Feeling utterly defeated, I gave him my cell number and returned to school. Either somebody would contact me or they wouldn’t. I didn’t know what I would do if they just ignored me. There had to be some other way; I just couldn’t think of one.

In the past, when I’d felt this much at a loss, I’d generally sat and played my guitar. The best I could do now was to practice my chord progression: D7 – G – A7. I played it over and over again until my fingers ached and I had to stop. This was going to take forever, but it was all I had. I needed to find that lab. I spent another fruitless hour searching for it, and dragged myself back to my room for more studies.

Yeah, I was feeling sorry for myself; I knew that. I just didn’t have a great solution. And to think that just two days ago, I had been elated at being able to kiss a boy convincingly.

So it was actually a bit of an up for me when several of “us” girls went out that evening. It turned out that our destination was a sort of concert a few of the student rock bands were giving on the basketball court. At the very least, I’d get a chance to see how some of the other guitarists on campus were doing. I remembered some of them, although of course they wouldn’t remember me as a fellow musician.

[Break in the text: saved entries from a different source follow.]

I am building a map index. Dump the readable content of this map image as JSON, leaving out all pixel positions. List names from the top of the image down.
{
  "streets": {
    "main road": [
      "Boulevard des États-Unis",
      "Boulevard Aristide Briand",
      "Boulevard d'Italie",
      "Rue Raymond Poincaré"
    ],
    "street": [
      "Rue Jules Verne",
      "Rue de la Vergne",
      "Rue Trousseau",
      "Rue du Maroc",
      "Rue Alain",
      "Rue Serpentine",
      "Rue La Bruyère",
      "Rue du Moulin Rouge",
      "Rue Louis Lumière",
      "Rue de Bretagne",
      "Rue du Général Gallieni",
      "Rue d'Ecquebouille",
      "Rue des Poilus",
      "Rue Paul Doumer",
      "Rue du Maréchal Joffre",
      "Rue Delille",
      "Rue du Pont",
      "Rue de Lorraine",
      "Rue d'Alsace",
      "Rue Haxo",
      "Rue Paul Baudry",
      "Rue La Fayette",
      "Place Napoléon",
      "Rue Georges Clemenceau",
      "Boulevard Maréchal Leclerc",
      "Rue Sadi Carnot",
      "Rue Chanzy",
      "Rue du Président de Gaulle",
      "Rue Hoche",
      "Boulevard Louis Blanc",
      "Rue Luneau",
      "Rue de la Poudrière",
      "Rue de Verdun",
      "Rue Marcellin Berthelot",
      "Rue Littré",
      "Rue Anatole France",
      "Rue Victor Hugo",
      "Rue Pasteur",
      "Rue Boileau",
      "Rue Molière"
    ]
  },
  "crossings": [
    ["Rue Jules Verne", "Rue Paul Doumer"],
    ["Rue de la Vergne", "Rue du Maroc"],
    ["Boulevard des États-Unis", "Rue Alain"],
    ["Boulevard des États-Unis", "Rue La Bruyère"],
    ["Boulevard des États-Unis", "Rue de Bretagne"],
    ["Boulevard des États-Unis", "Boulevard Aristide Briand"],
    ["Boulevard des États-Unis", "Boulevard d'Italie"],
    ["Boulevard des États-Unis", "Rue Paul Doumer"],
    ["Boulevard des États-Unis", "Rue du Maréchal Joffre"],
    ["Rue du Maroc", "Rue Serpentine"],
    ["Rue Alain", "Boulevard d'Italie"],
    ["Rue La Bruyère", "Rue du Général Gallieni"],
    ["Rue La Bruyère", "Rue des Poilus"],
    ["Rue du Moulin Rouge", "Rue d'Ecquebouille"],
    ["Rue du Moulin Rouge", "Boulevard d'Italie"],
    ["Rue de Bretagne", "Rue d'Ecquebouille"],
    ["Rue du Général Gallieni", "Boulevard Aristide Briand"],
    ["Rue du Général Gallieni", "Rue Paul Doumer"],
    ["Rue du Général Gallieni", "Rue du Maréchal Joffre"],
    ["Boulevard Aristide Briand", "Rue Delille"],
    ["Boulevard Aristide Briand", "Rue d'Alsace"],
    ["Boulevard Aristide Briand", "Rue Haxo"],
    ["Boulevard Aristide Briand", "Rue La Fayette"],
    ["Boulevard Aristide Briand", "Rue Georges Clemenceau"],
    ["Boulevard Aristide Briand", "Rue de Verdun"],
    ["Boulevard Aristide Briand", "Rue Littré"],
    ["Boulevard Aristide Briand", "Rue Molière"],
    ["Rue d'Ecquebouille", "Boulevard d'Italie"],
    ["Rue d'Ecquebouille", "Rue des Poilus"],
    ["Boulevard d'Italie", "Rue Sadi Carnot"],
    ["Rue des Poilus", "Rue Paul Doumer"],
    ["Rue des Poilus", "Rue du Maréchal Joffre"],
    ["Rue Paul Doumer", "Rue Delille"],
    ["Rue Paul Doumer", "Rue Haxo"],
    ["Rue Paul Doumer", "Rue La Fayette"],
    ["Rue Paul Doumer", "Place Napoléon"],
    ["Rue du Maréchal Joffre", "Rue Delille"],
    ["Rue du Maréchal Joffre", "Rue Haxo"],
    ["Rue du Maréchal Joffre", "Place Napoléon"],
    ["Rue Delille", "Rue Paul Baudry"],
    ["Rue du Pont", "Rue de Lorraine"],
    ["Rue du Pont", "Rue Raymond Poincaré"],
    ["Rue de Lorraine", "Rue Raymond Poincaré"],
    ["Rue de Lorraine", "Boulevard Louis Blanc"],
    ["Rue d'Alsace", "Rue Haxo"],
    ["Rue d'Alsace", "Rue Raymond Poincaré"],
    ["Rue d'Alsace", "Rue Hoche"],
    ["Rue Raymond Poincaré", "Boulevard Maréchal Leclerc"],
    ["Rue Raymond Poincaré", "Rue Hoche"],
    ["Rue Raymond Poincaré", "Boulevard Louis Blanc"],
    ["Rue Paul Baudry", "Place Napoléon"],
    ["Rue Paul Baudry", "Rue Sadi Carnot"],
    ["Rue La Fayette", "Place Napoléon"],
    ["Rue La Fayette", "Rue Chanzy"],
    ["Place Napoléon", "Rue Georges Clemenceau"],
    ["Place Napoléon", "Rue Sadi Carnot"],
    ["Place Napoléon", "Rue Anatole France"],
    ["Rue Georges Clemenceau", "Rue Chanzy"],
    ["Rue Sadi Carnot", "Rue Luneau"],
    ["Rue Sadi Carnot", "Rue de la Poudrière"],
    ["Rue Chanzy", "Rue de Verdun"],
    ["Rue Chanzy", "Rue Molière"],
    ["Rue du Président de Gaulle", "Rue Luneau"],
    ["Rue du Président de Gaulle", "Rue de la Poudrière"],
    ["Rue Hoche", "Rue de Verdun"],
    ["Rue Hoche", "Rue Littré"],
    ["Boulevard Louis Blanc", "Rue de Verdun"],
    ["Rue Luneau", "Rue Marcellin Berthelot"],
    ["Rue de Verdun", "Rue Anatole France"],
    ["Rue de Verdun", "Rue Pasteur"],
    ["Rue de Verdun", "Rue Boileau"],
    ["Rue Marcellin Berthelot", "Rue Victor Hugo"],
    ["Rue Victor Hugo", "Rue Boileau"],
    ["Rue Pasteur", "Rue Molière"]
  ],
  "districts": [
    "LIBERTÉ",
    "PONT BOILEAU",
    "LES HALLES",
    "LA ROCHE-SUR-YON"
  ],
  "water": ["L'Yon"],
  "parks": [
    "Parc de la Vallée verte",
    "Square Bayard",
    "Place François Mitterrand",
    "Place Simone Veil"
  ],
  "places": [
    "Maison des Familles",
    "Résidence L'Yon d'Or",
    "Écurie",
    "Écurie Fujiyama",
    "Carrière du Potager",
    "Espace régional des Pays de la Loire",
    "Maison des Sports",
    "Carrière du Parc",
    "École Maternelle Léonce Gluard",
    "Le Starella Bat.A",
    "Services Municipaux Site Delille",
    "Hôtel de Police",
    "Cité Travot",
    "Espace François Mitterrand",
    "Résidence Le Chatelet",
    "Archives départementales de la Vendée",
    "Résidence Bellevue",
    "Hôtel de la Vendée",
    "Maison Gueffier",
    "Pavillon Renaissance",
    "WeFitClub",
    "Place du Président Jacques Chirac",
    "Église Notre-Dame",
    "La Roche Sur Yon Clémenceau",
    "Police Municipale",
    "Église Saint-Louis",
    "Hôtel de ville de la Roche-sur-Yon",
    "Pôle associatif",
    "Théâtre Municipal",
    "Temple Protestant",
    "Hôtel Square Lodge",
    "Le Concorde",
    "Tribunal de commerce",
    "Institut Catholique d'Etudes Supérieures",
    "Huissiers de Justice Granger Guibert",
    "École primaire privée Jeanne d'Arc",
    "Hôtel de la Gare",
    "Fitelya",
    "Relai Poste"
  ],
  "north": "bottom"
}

Sheila and Lisa met us at our room after dinner, and Terry was with us as well, making five. There was a fairly decent turnout, probably close to two hundred students, and we found seats about halfway up the bleachers where we had a good view, but wouldn’t be blasted if the bands didn’t know how to work the volume control of their amplifiers.

The first band called itself Wet Smoke and played an odd mix of punk and metal. It seemed that they were still experimenting with their sound, and not really impressing anyone, although their bassist had a very good command of his instrument and a decent voice, which I felt was showcased too little. The girl who was their lead vocalist didn’t do justice to the few original songs they played, although she was competent on the covers. If they had asked me, I would have dumped her, had the bassist do the singing, and added another instrument. There were a number of boys sitting in the two rows behind us, and they seemed a lot more interested in trying to pick up Lisa and Sheila than listening to the music. One of them made a play for Terry, which she deftly rebuffed.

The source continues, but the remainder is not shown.